Reminiscing about those days, he said, "When I joined the bank over three decades ago, we needed to have a good handwriting and had to be good in totalling. Today, that skill is not required. What you require is a person with marketing skill and one who can handle computers. We are talking of core banking/multi-branch banking. I don't require a person who doesn't know computers."
Asked to comment on the wage negotiation talks with unions, he is forthright. "We are giving what we can afford. Compared to the private sector pay, it may be lower but then the work there is also much more. People should understand the realities. You have to monetise everything including allowances that officers and workmen get," he says.
Excerpts from the interview conducted in Mumbai recently.
How are interest rates likely to move? Is there any scope for it to come down further?
Absolutely not. Inflation is going up. International rates are going up. Don't forget that it is also election year in the US. Wait until the elections. It will go up. It has already gone up by 0.50 per cent. The liquidity position here may continue to be there for the next one year and only then dry up.
Is credit offtake happening? What is the impact of this on rates?
It is taking place. But the RBI figures don't show any significant jump. In the first quarter, credit offtake is always lower. You'll really know in the second quarter.
The Finance Minister is very clear that interest rates must be reasonable. He has left it to bankers. I am still paying 5.50 per cent interest on deposits.

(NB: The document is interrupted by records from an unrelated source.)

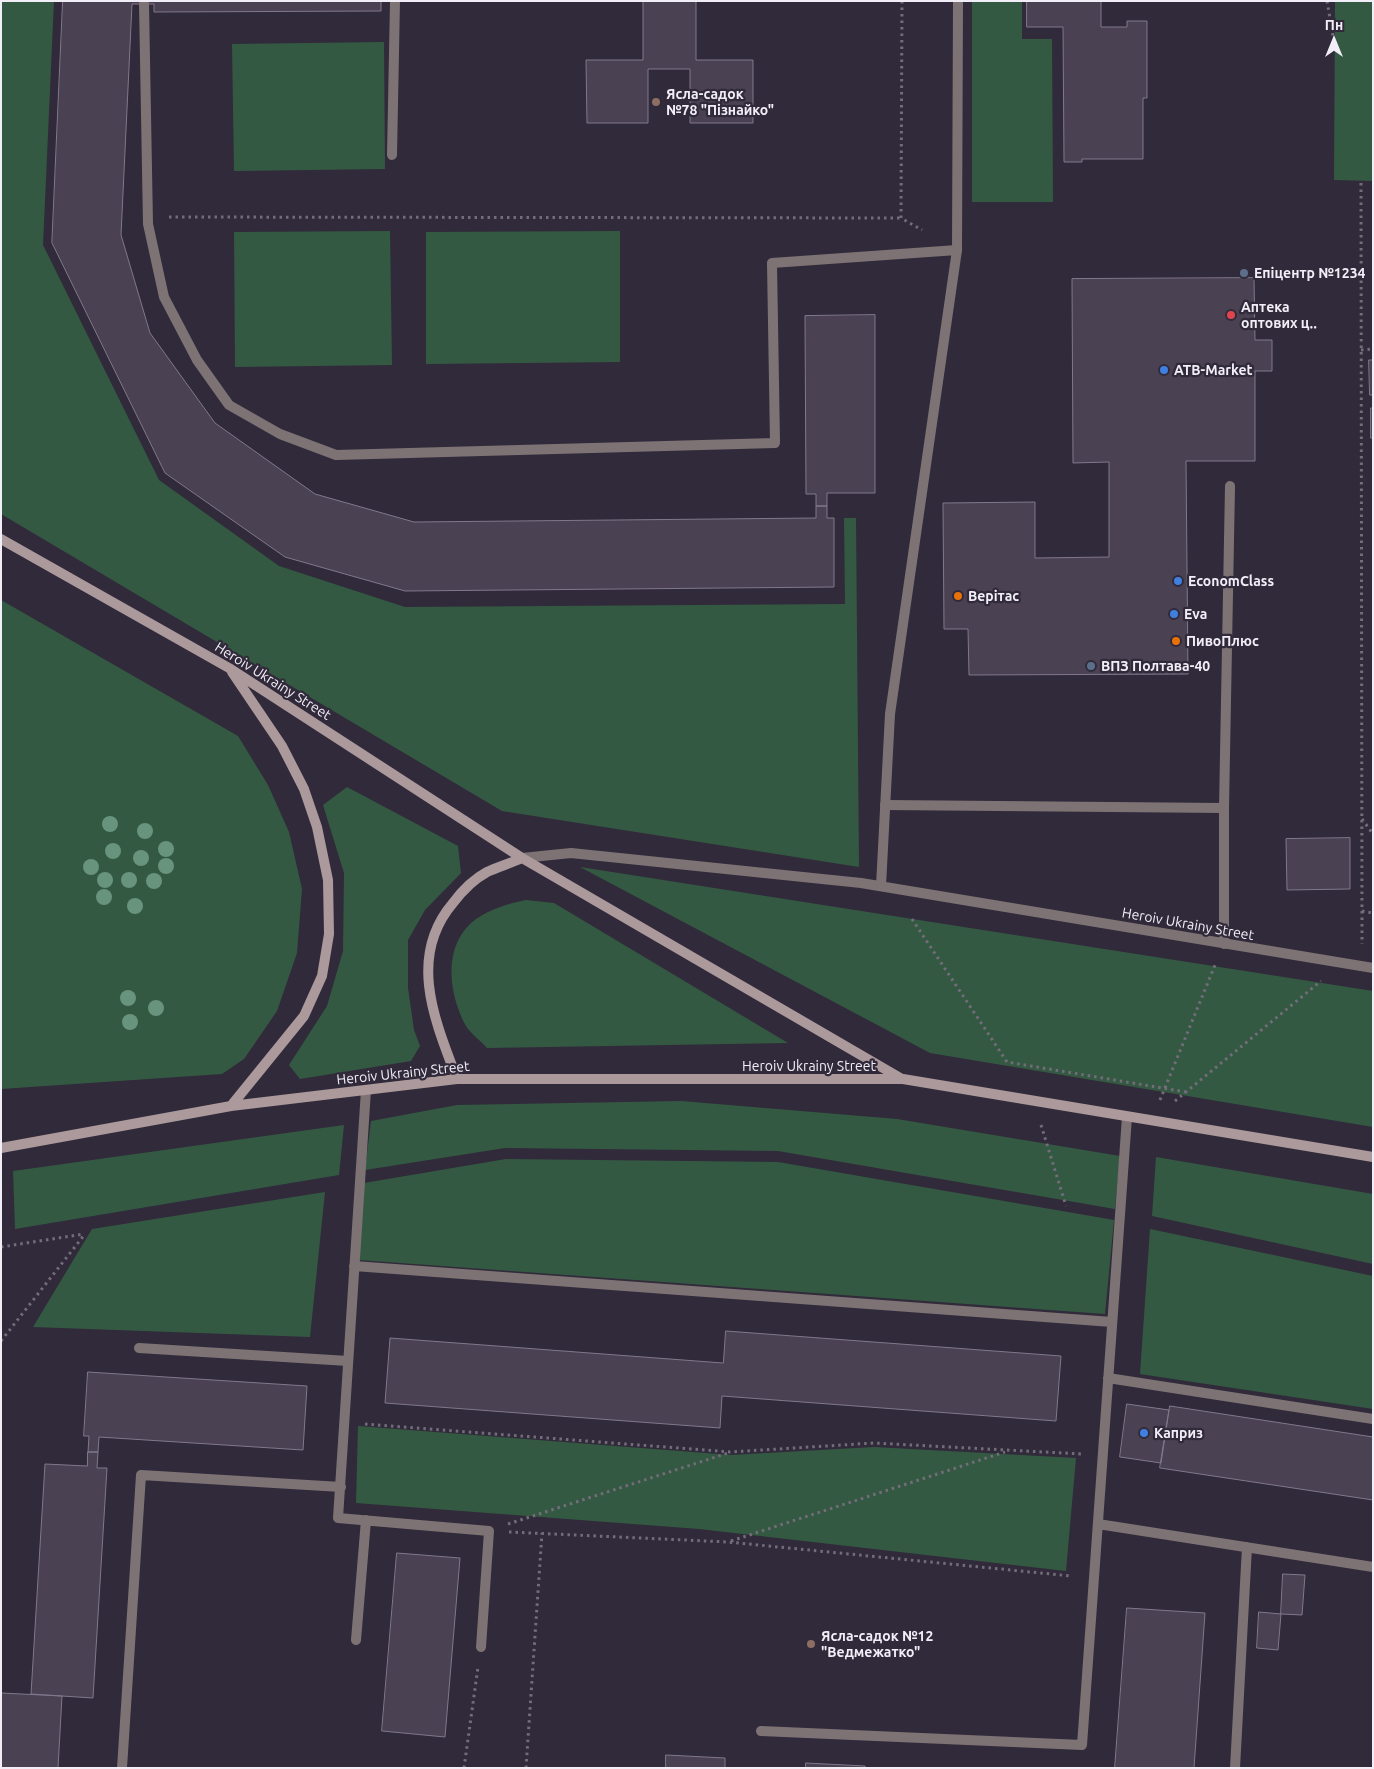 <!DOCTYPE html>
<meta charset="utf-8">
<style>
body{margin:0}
#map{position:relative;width:1374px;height:1769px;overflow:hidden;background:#312a3a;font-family:Ubuntu,sans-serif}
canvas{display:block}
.frame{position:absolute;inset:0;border:2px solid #f2eef8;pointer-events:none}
.north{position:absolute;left:1309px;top:15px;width:50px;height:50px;-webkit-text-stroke:4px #312a3a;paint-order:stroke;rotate:0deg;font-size:14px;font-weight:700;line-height:20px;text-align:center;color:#f2eef8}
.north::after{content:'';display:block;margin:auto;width:18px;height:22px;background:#f2eef8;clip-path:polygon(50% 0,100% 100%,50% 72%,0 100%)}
</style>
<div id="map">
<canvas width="1374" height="1769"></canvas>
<div class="frame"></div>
<div class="north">Пн</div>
</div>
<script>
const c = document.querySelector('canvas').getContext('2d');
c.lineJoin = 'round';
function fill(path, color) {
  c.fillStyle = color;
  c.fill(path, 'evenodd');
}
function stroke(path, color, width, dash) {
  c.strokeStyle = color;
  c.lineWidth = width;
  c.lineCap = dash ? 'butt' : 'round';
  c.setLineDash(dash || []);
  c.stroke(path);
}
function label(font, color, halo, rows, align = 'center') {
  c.font = font + ' Ubuntu,sans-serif';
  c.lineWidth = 4.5;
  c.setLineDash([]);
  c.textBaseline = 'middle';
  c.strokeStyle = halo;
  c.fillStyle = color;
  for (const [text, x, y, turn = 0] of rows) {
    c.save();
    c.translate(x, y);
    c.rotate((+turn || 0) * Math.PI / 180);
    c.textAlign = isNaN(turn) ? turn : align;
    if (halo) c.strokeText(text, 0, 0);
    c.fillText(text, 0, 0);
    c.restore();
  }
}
const green = new Path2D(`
 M1 1H54L43 245 159 480 279 566 405 607 845 604 844 518H856L859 867 502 811 1 514Z
 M972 1H1022V39H1052L1053 202H972Z
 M1335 1H1373V181L1334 180Z
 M384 42 385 169 234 171 232 44Z
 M390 231 392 365 235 367 234 232Z
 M620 231V362L426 364V232Z
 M1 600 238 736 268 785 289 832 302 889 297 953 277 1011 244 1059 222 1074 1 1089Z
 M347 787 458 846 461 873 425 910 408 940V988L414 1030 420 1046 411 1061 300 1079 289 1065 327 1006 343 951 344 873 323 805Z
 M580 867 1373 991V1127L930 1053Z
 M526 900 554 903 788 1043 487 1048C481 1041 471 1034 466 1026 448 993 442 944 476 919 492 908 508 904 526 900Z
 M681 1101 897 1119 1120 1156 1115 1209 778 1151 505 1148 365 1170 371 1121 457 1105Z
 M344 1125 339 1175 15 1229 13 1171Z
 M1156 1157 1373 1194V1264L1152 1216Z
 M506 1159 778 1162 1114 1220 1105 1314 359 1260 364 1183Z
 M325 1192 310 1337 33 1327 92 1229Z
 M1150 1229 1373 1276V1409L1140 1374Z
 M358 1426 731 1455 874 1447 1076 1458 1066 1571 699 1529 356 1503Z`);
const building = new Path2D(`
 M63 1H144V4H132L121 235 150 333 215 423 315 494 414 522 816 518V506H827V518H834V587L405 591 285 557 165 473 52 243Z
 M144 1H381V11L154 12V4H144Z
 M586 1H752H696V60H753V123H690V69H648V123H587L586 60H643V1Z
 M1027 1H1101V27H1127V21H1147V98H1143V159H1082V162H1064L1063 27H1027Z
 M1254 278 1255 340H1272V371H1255V461H1186L1188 674 969 675 968 629H944L943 503 1035 502V558L1109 557V462L1073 463 1072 279Z
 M875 315V493H827V506H816V494H806L805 316Z
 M1369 360H1373V395H1370Z
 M1371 408H1373V438H1371Z
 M1350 838V889L1287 890 1286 839Z
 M726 1331 1061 1356 1056 1421 722 1396 720 1428 385 1403 390 1338 723 1363Z
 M88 1372 307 1386 303 1450 99 1437 98 1452H88L89 1436H84Z
 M1127 1404 1169 1410 1161 1463 1120 1457Z
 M1170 1406 1373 1437V1500L1160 1468Z
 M88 1452H98L97 1468H107L93 1698 31 1694 45 1464 87 1466Z
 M397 1553 460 1558 445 1737 382 1731Z
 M1283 1574 1305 1575 1302 1615 1281 1614Z
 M1127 1608 1205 1613 1194 1768H1115Z
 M1259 1612 1281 1614 1278 1650 1257 1648Z
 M1 1693 62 1696 58 1768H1Z
 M666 1755 725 1758V1768H666Z
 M806 1763 865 1766V1768H806Z`);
const path = new Path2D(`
 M902 1 901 218 922 230
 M1327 1 1333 36
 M1361 183 1362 944
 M169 217 901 218
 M1361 350 1373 349
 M1362 819 1373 834
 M1362 911 1373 913
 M912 919 1007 1062 1186 1092
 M1160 1100 1215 965
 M1175 1101 1321 981
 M1041 1125 1066 1206
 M1 1247 84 1234
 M1 1341 85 1234
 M365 1424 730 1452 874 1443 1082 1454
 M508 1524 728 1453
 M509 1532 728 1542 1071 1576
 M731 1541 1005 1452
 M464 1768 478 1667
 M526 1768 542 1533`);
const lane = new Path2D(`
 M144 4 148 224 164 297 197 360 229 405 280 434 336 455 775 443 772 263 957 250
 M392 155 395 1
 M885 805 1224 808
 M1224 944V808L1230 486
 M366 1090 338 1518 489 1531 481 1647
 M354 1266 1112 1322
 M139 1348 348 1361
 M1108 1378 1373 1419
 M1098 1524 1373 1567
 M356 1640 366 1520
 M761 1731 1082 1745 1127 1117
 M122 1768 141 1475 341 1487
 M1235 1768 1247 1547`);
const street = new Path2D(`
 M522 858 571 853 861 883 1373 968
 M881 886 890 714 957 250 958 1`);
const secondary = new Path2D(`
 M1 539 229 668 522 858 902 1079
 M457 1079C435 1021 407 957 453 903 462 891 474 879 487 872 498 867 511 863 522 858
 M231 1106 304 1016 322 976 329 934 328 880 317 827 304 789 282 746 232 672
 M1 1148 231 1106 457 1079H903L1373 1157`);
const trees = [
 [110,824],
 [145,831],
 [166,849],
 [113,851],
 [141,858],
 [166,866],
 [91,867],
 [105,880],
 [129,880],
 [154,881],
 [104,897],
 [135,906],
 [128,998],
 [156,1008],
 [130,1022]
];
const markers = [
 [656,102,5,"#8d6e63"],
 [1244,273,5,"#5c6f8a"],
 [1231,315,5,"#e0444e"],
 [1164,370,5,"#3f7fe0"],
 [1178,581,5,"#3f7fe0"],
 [958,596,5,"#e8710a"],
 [1174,614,5,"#3f7fe0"],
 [1176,641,5,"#e8710a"],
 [1091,666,5,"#5c6f8a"],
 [1144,1433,5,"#3f7fe0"],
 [811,1644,5,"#8d6e63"]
];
const poiNames = [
 ["Ясла-садок",666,94],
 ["№78 \"Пізнайко\"",666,110],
 ["Епіцентр №1234",1254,273],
 ["Аптека",1241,307],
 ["оптових ц‥",1241,323],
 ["ATB-Market",1174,370],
 ["EconomClass",1188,581],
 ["Верітас",968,596],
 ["Eva",1184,614],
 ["ПивоПлюс",1186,641],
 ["ВПЗ Полтава-40",1101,666],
 ["Каприз",1154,1433],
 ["Ясла-садок №12",821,1636],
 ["\"Ведмежатко\"",821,1652]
];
const streetNames = [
 ["Heroiv Ukrainy Street",273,681,32],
 ["Heroiv Ukrainy Street",1188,924,10],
 ["Heroiv Ukrainy Street",809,1066],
 ["Heroiv Ukrainy Street",403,1073,-6]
];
fill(green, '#345942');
fill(building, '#4a4253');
stroke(building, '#81788c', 1);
stroke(path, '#736d7b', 3, [2.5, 4]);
stroke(lane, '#7e7374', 10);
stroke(street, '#7e7374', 10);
stroke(secondary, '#ab999b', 10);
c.fillStyle = '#68937d';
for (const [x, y] of trees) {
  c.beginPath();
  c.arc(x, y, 8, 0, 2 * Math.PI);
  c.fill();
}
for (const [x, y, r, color] of markers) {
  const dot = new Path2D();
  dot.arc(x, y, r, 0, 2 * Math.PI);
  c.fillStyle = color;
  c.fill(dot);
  stroke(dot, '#312a3a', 2);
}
label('bold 14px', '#f2eef8', '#312a3a', poiNames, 'left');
label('14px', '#f2eef8', '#312a3a', streetNames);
</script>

Then what about margin? I need 7.5 per cent as the bare minimum. Then what about capital cost, bad debts and profits? I should say nine per cent interest is reasonable.
But you still lend at sub-PLR, don't you?
Look at it this way. Today, the repo gives me 4.5 per cent. Once the liquidity situation is over, we'll not give it at those rates.
How much would your sub-PLR lending be?
We have a cap of 20 per cent of our lending for sub-PLR. We are much below that cap. But even otherwise there are a number of items where we give sub-PLR rates - lending against agriculture, housing loan and exports. Sometimes, I think the PLR has become the highest rate.
How about agri-lending target? How do you propose to reach it?
It is possible, but it will be difficult. We have achieved 18.6 per cent in agri-lending. We have been good not only this year but always. Our agri-lending has been good in Maharashtra, Gujarat, Madhya Pradesh, Bihar and Punjab. In the South, we don't have much of a presence. Still, I think a 30-per cent increase in disbursement is possible.
Lending to the farm sector at 8 per cent is a commercially viable proposition. Our NPA in this segment is 11 per cent which is reasonably good compared to other banks. I am quite positive on agri - I am from a rural area myself. There is a good opportunity.
Would you require additional capital under Basle-2 norms?
All of us would require additional capital. Remember that the RBI has changed the exposure norms of banks to investments in banks and FIs. Previously your exposure to banks and financial institutions had a risk weightage of 20 per cent. Now RBI has said that from March 31 2005, the risk weight will be 100 per cent. My capital adequacy ratio (CAR) that is at 13 per cent would come down by about half percentage point - down to 12.5 per cent if computed now. Then take market risk. The RBI wants us to provide for market risk on trading book by March 2005 and the whole book by 2006. If we apply that today, my CAR will go down by 1.2 per cent. Besides, the operational risk will take another 1 per cent. So, our CAR will be down to 10 per cent. That is why at this AGM, I took an enabling provision to raise additional capital. I am not going to raise money immediately, but we can be ready.